What the task asks – List every line below containing "fabs".

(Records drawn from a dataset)
-=-=-=-=-

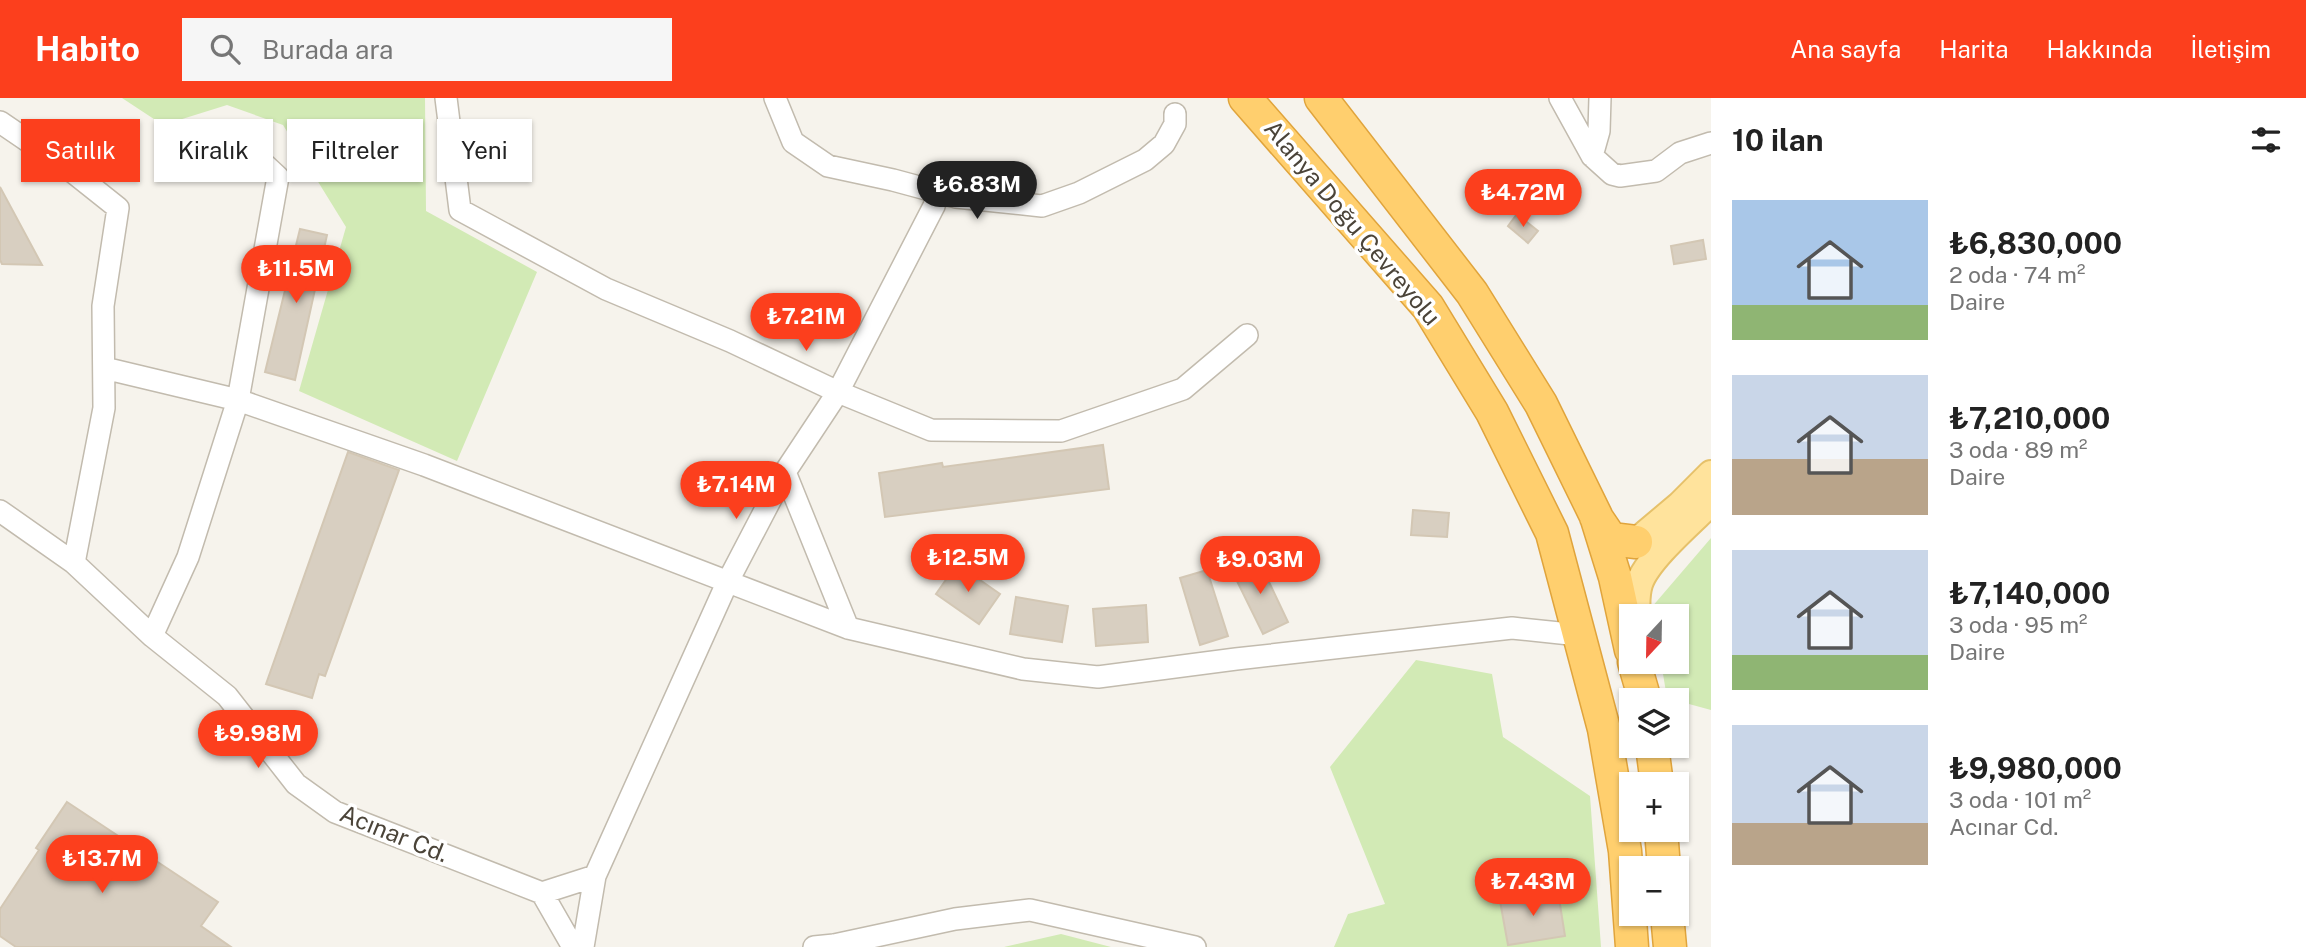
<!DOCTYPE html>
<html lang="tr">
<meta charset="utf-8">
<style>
body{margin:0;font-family:"Public Sans",sans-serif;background:#f6f6f6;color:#222;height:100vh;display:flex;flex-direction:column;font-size:26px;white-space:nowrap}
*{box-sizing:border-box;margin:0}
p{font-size:23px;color:#767676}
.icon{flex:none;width:38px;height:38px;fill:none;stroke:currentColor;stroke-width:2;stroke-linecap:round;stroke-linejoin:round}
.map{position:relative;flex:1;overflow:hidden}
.sheet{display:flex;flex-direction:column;background:#fff;width:595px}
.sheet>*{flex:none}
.hud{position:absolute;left:21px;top:21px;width:665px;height:63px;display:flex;gap:14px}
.needle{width:46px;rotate:202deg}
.fabs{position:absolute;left:1619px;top:506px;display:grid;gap:14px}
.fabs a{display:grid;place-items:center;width:70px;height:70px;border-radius:0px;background:#fff;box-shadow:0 2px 5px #0004;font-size:35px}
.price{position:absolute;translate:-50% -60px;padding:0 16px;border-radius:24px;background:#fc3f1d;color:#fff;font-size:23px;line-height:46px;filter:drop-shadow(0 2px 4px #0008)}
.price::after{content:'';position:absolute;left:50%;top:42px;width:21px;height:16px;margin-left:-10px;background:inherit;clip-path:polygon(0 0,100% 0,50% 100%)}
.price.active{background:#222;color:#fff}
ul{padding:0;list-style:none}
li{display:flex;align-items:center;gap:21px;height:175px;padding:0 21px}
li span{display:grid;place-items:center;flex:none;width:196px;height:140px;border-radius:0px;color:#555}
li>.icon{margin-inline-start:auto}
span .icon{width:84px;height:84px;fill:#fffc;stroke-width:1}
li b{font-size:30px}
h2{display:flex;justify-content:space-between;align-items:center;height:84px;padding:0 21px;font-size:30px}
.chip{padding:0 24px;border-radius:0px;background:#fff;box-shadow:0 2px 5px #0004;font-size:24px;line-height:63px}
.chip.active{background:#fc3f1d;color:#fff}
header{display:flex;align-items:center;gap:42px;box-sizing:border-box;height:98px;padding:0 35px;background:#fc3f1d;color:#fff}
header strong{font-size:33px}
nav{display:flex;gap:38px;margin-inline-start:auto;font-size:24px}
.search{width:490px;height:63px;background:#f6f6f6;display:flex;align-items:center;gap:18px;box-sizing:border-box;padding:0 24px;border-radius:0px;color:#767676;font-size:26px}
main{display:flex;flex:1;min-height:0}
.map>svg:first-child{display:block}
</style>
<header>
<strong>Habito</strong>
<div class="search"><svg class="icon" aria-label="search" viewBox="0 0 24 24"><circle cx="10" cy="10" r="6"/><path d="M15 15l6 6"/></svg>Burada ara</div>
<nav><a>Ana sayfa</a><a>Harita</a><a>Hakkında</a><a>İletişim</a></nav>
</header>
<main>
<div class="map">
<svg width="1711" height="849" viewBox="0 0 1711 849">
<rect width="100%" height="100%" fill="#f6f3ec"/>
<path fill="#d2eab5" d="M122,0h303l1,113 111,61 -80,189 -158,-70 47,-164 -63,-102 -56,-20 -64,20z
M1711,440v172l-44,-12 -6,-36h15v-46h-23l-2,-8z
M1416,562l76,14 11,63 87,59 11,151h-267l14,-33 37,-10 -55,-137z
M1061,836l50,13h-107z"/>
<path fill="#d8cfc1" stroke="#d3c7b4" stroke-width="2" d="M0,89l42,78 -40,-1 -2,-4z
M1517,116l21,17 -10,12 -20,-17z
M300,131l27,6 -32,145 -30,-8z
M1703,142l3,19 -32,5 -3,-18z
M1103,347l6,44 -224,28 -6,-44 63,-10 1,4z
M348,354l51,18 -74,206 -6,-2 -7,24 -46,-14z
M1413,412l36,3 -2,24 -36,-2z
M1258,461l30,63 -25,12 -31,-63z
M957,466l43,30 -21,30 -43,-30z
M1207,472l21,66 -28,9 -20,-67z
M1016,499l52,9 -6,36 -52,-8z
M1146,507l2,37 -52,4 -3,-37z
M67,704l151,100 -17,24 30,21h-215l-16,-11v-27l39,-59 -3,-2z
M1558,794l7,44 -57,9 -8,-44z"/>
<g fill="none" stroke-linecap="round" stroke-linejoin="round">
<g stroke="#c2bbae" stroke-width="24">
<path id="minor" d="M446,0l14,112 146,79 124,52 108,51 93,38 130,1 122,-42 64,-54
M775,0l18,44 35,24 65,14 63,17 86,9 37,-13 66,-33 19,-16 11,-20v-10
M1560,0l32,58 20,18 8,2 36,-5 24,-18 31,-10
M0,24l69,47 49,39 -15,98 1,102 -30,155
M1592,58l7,-25 1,-33
M104,270l134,32 186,65 424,163 175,41 75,8 138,-18 276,-31 67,7
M785,374l63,156
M0,413l74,52 78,73 75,60 69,88 39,28 207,81 31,54
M152,538l36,-79 50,-157 40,-223 -14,-13 -72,-22
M595,778l132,-293 58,-111 53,-80 96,-186 4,-14
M542,795l53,-17 -12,71
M814,849l20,-2 121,-26 75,-9 165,37"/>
</g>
<g stroke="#e6c16a" stroke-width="30">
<path id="major" d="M1636,444l44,-37 31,-31
M1637,518c-1,-11 -1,-22 2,-32 8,-25 53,-63 72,-82"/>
</g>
<g stroke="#e0a43c" stroke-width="35">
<path id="highway" d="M1245,0l183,209 64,105 60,121 52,196 21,122 7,96
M1321,0l151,195 69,111 55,112 19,61 16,73
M1596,419l15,22 25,3
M1634,564l11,38
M1652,648l5,38
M1661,732l3,38
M1667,816l3,33"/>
</g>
<use href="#minor" stroke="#fff" stroke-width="21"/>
<use href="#major" stroke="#ffe39c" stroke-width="26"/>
<use href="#highway" stroke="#ffcf6e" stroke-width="32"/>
</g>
<g text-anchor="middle" stroke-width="7" stroke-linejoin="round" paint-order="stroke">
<g font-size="24" fill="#4b4439" stroke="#fff">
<text transform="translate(1352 125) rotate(50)" y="8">Alanya Doğu Çevreyolu</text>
<text transform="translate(394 736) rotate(22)" y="8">Acınar Cd.</text>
</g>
</g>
</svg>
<div class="fabs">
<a><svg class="needle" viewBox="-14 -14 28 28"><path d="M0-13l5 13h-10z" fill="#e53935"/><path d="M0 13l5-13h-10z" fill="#767676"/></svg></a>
<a><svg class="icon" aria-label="layers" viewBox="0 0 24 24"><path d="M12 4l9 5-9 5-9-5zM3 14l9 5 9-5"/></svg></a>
<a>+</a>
<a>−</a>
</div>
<b class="price active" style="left:977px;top:123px">₺6.83M</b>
<b class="price" style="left:1523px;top:131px">₺4.72M</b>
<b class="price" style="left:296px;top:207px">₺11.5M</b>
<b class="price" style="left:806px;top:255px">₺7.21M</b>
<b class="price" style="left:736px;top:423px">₺7.14M</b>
<b class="price" style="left:968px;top:496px">₺12.5M</b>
<b class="price" style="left:1260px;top:498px">₺9.03M</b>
<b class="price" style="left:258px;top:672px">₺9.98M</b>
<b class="price" style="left:102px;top:797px">₺13.7M</b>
<b class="price" style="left:1533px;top:820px">₺7.43M</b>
<div class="hud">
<a class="chip active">Satılık</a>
<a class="chip">Kiralık</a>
<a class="chip">Filtreler</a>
<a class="chip">Yeni</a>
</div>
</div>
<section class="sheet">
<h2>10 ilan<svg class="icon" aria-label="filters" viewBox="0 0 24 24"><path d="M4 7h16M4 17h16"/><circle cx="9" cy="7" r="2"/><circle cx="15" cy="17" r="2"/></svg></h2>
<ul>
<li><span style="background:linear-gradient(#a9c7e8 75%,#8fb573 0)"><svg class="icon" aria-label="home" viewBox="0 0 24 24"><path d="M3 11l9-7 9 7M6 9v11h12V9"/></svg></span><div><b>₺6,830,000</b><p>2 oda · 74 m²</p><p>Daire</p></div></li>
<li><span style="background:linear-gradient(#c9d6e8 60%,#b9a48a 0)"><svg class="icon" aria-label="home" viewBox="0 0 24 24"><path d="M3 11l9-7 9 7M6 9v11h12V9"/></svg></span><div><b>₺7,210,000</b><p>3 oda · 89 m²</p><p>Daire</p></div></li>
<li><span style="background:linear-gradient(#c9d6e8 75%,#8fb573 0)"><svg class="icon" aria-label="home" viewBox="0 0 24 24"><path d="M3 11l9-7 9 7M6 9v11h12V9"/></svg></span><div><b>₺7,140,000</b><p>3 oda · 95 m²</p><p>Daire</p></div></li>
<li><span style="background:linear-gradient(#c9d6e8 70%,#b9a48a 0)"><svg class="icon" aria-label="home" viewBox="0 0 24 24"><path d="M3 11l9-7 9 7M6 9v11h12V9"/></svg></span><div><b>₺9,980,000</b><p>3 oda · 101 m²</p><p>Acınar Cd.</p></div></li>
</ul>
</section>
</main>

-=-=-=-=-

Exercise solution –
.fabs{position:absolute;left:1619px;top:506px;display:grid;gap:14px}
.fabs a{display:grid;place-items:center;width:70px;height:70px;border-radius:0px;background:#fff;box-shadow:0 2px 5px #0004;font-size:35px}
<div class="fabs">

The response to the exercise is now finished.